You'll want to get something in financeable condition but likely something you can add value to in order to maximize what you can rent it for. So if it's missing a kitchen, a furnace and someone broke in and stole all the copper pipes before it hit the market, lender might not be able to get you that 5% down loan on it.
@Paul De Luca touched on DTI potentially becoming a problem as you try to scale. You definitely want to keep an eye on that. DTI is your personal DEBT to Income. Say you qualify with your normal job's income for the loan to get this 1st house, you then go rent it out and try to buy another property. On your way to get a loan to buy your next house, house 2, the lender will look at your income to see if you can afford the payment on house 1 AND house 2. The lender may be able to use some of the rental income from house 1 to offset the costs of that house, but often I find they will only use 75% of the actual rental income or whatever the market rent is for that area. So for simplicity let's say you buy a $200,000 house and rent the house out for 1% of that at a monthly rate of $2,000. If you put 5% down and get a mortgage rate around 7.25%, taxes at $4,500, mortgage insurance of say $120/mo(mortgage insurance/PMI, if you don't put 20% down, this cost can vary based on your credit score and actual $ down payment) and homeowners insurance of $100/mo, that gets you a payment around $1,900. If you are charging $2,000/mo for rent and the lender is only willing to consider 75% of that $2,000 rent, then $2000 x 75%= $1,500. So the lender can use $1,500 of House 1's income to offset the $1,900 House 1 payment meaning your regular income needs to be able to cover the payment on that $1900-1500=$400/mo plus the cost of the new mortgage for house 2 AND since you mentioned you owned a duplex, you need to calculate the same income and expense calculations we did above to figure out how much you qualify for in terms of a mortgage. Ask a lender how long you need to rent the property for in order to use the rental income it generates, or if it's not rented yet if they can use an estimate for market rents. The lender might allow 45% of your total income to be used to offset debt and the new mortgage. A great lender can help you calculate and understand your numbers and also guide you on how to improve your DTI by doing things like working to pay down other debt, car payments, etc.

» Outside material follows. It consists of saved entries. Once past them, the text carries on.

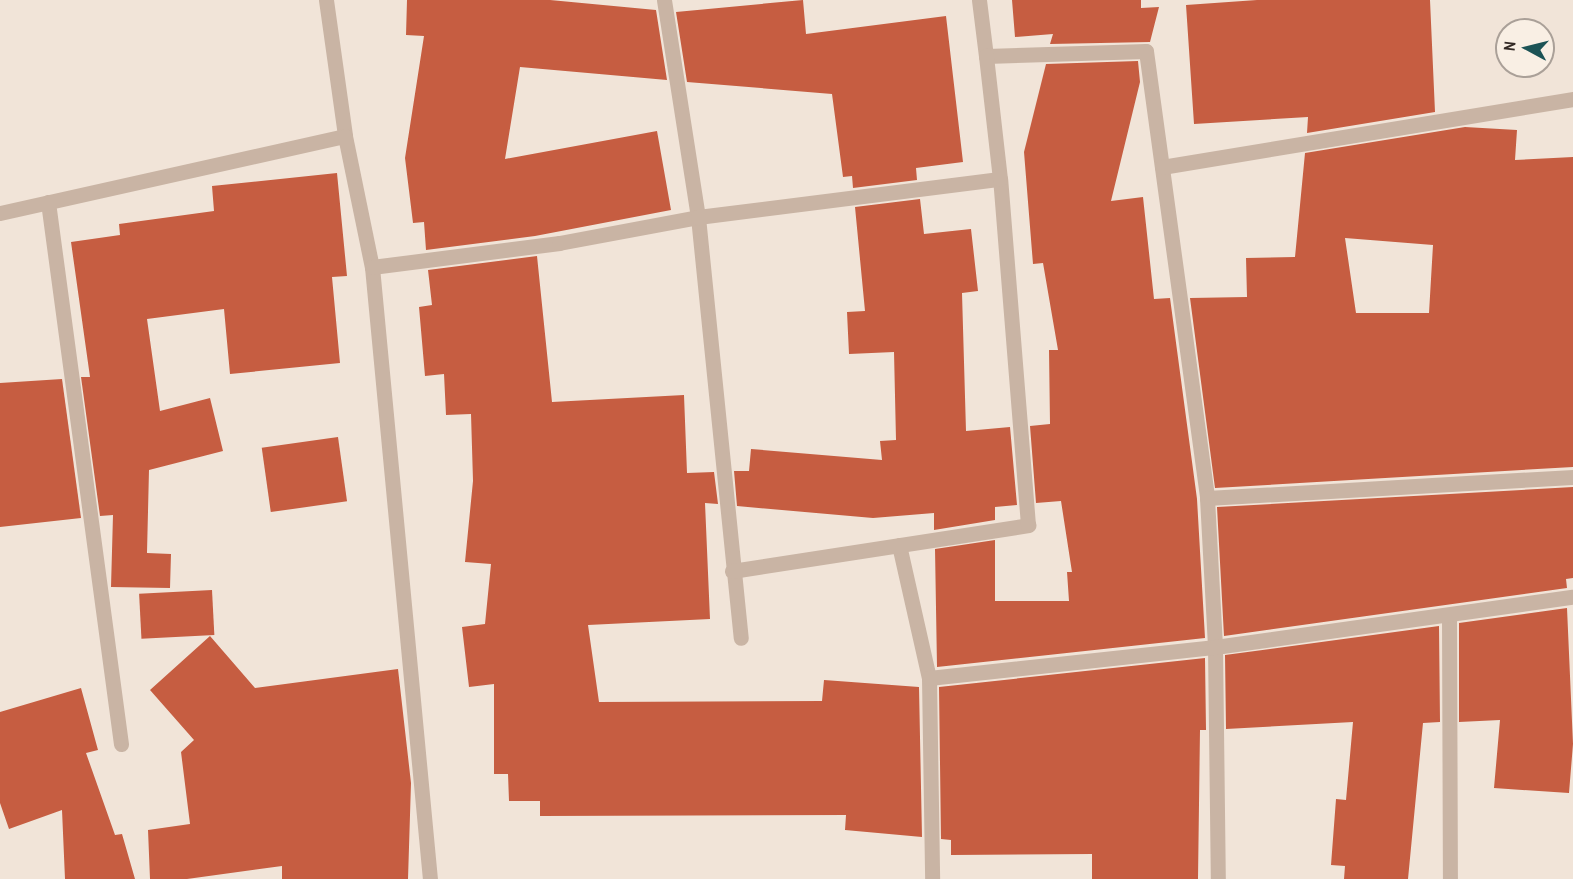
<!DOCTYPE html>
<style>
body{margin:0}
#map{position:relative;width:1573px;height:879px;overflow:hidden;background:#f1e4d8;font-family:"Archivo Narrow",sans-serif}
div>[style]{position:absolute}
.building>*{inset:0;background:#c65d41;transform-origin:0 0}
.minor>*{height:15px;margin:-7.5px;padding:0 7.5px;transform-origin:7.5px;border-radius:7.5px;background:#c9b4a4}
span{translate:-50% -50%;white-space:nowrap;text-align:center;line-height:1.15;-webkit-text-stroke:5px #f9efe4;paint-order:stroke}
.north{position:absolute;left:1495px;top:18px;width:60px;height:60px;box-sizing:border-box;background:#f9efe4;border:2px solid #aaa098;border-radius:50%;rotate:277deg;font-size:16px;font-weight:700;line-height:24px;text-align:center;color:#342a26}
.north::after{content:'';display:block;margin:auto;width:21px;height:27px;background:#1c5355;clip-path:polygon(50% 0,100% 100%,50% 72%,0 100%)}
</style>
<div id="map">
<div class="building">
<div style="clip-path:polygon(407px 0,550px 0,656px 10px,667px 80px,520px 67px,505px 159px,657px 131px,671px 210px,535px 236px,426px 250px,424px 222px,413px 223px,405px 158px,424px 36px,406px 35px)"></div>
<div style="clip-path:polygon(803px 0,806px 34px,946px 16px,963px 162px,916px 168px,917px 180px,853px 188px,852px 176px,843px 177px,832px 94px,687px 82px,676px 12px)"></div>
<div style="clip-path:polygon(1012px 0,1141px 0,1141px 8px,1159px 7px,1150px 42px,1050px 44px,1053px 34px,1015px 37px)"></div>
<div style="clip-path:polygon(1257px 0,1430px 0,1435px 112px,1307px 133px,1308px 117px,1194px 124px,1186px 5px)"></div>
<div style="clip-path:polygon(1138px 61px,1140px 82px,1111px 201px,1143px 197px,1154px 299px,1170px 298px,1197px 499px,1205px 638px,937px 667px,935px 549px,995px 540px,995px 601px,1069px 601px,1067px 572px,1072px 572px,1061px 501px,1036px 503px,1030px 426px,1050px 424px,1049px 350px,1058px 350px,1043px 263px,1033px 264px,1024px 152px,1046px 64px)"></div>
<div style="clip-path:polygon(evenodd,1465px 127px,1517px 130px,1515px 160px,1573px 157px,1573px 467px,1215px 488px,1190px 298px,1247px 297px,1246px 258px,1295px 257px,1305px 153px,1465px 127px,1345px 238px,1433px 245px,1429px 313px,1356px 313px,1345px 238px)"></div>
<div style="clip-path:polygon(337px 173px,347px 276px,332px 277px,340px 363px,230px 374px,224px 309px,147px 319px,160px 411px,210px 398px,223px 451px,149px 470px,147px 553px,171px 554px,170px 588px,111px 587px,113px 515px,100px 516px,81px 377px,90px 377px,71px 242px,120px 235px,119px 224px,214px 211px,212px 186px)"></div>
<div style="clip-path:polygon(920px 199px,924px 234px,971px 229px,978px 291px,962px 293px,966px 431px,1010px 427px,1017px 505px,995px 507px,995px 520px,934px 530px,934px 513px,873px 518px,737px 506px,734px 471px,749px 471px,751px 449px,882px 460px,880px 441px,896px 440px,894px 352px,849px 354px,847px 312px,865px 311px,855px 207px)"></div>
<div style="clip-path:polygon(537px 256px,552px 402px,684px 395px,687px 473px,714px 472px,718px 504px,705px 503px,710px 619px,588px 625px,599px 702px,822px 701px,824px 680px,919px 687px,922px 837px,845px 830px,846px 815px,540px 816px,540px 801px,509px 801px,508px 774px,494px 774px,494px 684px,469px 687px,462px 627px,485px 624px,491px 564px,465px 562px,473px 481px,471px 414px,446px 415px,444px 374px,425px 376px,419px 307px,432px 305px,428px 270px)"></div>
<div style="clip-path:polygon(62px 379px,81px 518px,0 527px,0 383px)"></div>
<div style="left:338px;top:437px;width:65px;height:77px;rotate:82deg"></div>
<div style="clip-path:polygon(1573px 487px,1573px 578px,1566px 579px,1567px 588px,1224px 636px,1217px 507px)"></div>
<div style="left:212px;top:590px;width:45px;height:73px;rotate:87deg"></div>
<div style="clip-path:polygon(1567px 608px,1573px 744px,1569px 793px,1494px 788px,1500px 720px,1459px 722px,1459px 623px)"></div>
<div style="clip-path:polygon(1439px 626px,1440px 722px,1423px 723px,1408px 879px,1344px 879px,1345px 866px,1331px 865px,1336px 799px,1346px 800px,1353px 722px,1226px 729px,1225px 655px)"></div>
<div style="clip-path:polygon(210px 636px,255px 688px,398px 669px,411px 783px,408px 879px,282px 879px,282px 866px,187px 879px,150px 879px,148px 830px,190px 824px,181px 752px,194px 740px,150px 690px)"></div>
<div style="clip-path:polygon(1205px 658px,1206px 730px,1200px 730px,1198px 879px,1092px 879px,1092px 854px,951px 855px,951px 840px,941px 839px,939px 687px)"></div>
<div style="clip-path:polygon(81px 688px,98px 750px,86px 753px,115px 835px,122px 834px,135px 879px,65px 879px,62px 810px,9px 829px,0 803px,0 712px)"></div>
</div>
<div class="minor">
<div style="left:326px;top:0;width:137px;rotate:82deg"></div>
<div style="left:664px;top:0;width:220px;rotate:81.1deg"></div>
<div style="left:698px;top:217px;width:423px;rotate:84.2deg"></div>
<div style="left:979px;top:0;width:56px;rotate:82.9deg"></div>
<div style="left:986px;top:56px;width:160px;rotate:-1.8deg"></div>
<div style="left:1146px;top:51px;width:451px;rotate:82.2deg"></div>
<div style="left:1207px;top:498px;width:367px;rotate:-3.3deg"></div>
<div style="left:1162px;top:167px;width:417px;rotate:-9.4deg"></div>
<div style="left:48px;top:202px;width:547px;rotate:82.33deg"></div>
<div style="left:0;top:213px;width:353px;rotate:-12.6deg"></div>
<div style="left:345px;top:136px;width:134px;rotate:78.4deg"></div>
<div style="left:372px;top:267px;width:615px;rotate:84.59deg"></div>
<div style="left:372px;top:267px;width:189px;rotate:-7.3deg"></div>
<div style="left:559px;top:243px;width:141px;rotate:-10.6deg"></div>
<div style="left:698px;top:217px;width:304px;rotate:-7.2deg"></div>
<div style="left:1207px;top:498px;width:149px;rotate:86.9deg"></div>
<div style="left:1215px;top:647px;width:232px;rotate:89.3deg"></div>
<div style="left:899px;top:545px;width:136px;rotate:77.3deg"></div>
<div style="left:929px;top:678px;width:201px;rotate:89.1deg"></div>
<div style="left:732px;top:571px;width:300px;rotate:-8.8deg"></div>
<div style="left:1028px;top:525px;width:347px;rotate:-94.6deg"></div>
<div style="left:1000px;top:179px;width:124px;rotate:-96.5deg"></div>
<div style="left:1449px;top:616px;width:263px;rotate:89.8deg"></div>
<div style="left:929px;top:678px;width:288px;rotate:-6.2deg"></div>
<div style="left:1215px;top:647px;width:361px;rotate:-8deg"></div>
</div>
<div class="north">N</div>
</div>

I am not a lender, if your current lender isn't helping you understand all this and how it will impact your ability to buy the next several homes, then find a strong lender that will take the time to help you. I am a Realtor in Chicago's Northwest suburbs. If you want a great local lender who can walk and talk you through all these details and help you understand what it's going to take, let me know and I can get you contact info for one I have many of my buyer clients use.
The other question you will NEED to be more familiar with is how much in 'reserves' your lender will require for each property you hold. So if you are bootstrapping just to save a down payment, but don't have other money available to you for reserves, then you might not qualify for the next loan. The reserves amount will vary so talk to your lender. They want to see that you have access to money should something go wrong, a tenant stops paying, etc. and may say you need to show 2 months of reserves for each property you own, sometimes they may consider a portion of 401k savings as a potential reserves. Again a great lender will cover this with you so you can plan ahead.
As you may have noticed in the above rent calculations, the income and expense numbers were extremely tight. So it will take patience and effort to find a property that works out on the numbers. You can play with a mortgage calculator online to figure out how all those numbers work if say you get that house for much less $ and add some sweat equity to get it to rent out. Remember your goal is investing, not just to pick up 5 homes in 5 years. The numbers need to make sense and the house either needs to make you money now, or be in an area you strongly feel will appreciate in value from where it is today. Don't forget to plan for future repair expenses, vacancy, and be realistic on what you can rent a place out for. That 30 year old roof and 50 year old furnace won't care if you can afford replacing it or not. If you are just breaking even on the homes you are buying, you will find yourself spending your regular income just to keep the maintenance up on the homes. The cost of a roof on a 3 story apartment building might not be that much different than the cost of single family ranch home with a similar footprint, but the 3 story may generate more income from 3 apartments for you after expenses than a single family home generating having 1 renter monthly. Plenty of people invest in single family homes, if that is what you've decided to focus your investing on then you really want to get comfortable with the numbers and costs so you can plan accordingly and put yourself in the position to be able to buy the future homes. Does that help?